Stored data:
........
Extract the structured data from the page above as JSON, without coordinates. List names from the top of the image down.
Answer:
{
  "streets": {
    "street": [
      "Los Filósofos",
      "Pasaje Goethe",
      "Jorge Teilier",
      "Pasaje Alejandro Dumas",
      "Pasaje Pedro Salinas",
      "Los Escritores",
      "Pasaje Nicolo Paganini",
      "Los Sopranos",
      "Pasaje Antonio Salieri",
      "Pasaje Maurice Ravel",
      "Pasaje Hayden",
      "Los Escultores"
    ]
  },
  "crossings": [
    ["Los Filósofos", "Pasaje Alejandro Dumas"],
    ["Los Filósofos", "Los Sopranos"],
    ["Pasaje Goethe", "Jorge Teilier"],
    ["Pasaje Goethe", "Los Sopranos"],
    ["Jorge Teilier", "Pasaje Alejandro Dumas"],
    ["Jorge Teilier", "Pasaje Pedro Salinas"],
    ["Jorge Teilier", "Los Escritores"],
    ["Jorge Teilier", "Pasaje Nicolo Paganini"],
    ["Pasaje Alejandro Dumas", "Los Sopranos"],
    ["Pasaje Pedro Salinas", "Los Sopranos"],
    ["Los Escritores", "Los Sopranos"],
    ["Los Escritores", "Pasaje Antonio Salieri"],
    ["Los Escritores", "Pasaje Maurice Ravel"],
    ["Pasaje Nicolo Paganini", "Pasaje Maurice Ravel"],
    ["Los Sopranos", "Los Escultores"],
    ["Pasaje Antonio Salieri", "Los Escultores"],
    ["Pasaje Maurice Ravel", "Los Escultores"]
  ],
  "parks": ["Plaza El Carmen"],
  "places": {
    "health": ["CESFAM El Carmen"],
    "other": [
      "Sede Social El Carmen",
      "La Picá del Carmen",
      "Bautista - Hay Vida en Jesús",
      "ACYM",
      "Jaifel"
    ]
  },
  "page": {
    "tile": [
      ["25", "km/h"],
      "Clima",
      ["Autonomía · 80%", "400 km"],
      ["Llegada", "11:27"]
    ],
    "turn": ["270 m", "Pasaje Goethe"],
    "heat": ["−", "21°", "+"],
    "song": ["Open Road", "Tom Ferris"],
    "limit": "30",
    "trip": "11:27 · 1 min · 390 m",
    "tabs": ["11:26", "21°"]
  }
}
........
> Task to carry out: Pick out each line above that includes "Alejandro" and show it.

> Exercise answer:
      "Pasaje Alejandro Dumas",
    ["Los Filósofos", "Pasaje Alejandro Dumas"],
    ["Jorge Teilier", "Pasaje Alejandro Dumas"],
    ["Pasaje Alejandro Dumas", "Los Sopranos"],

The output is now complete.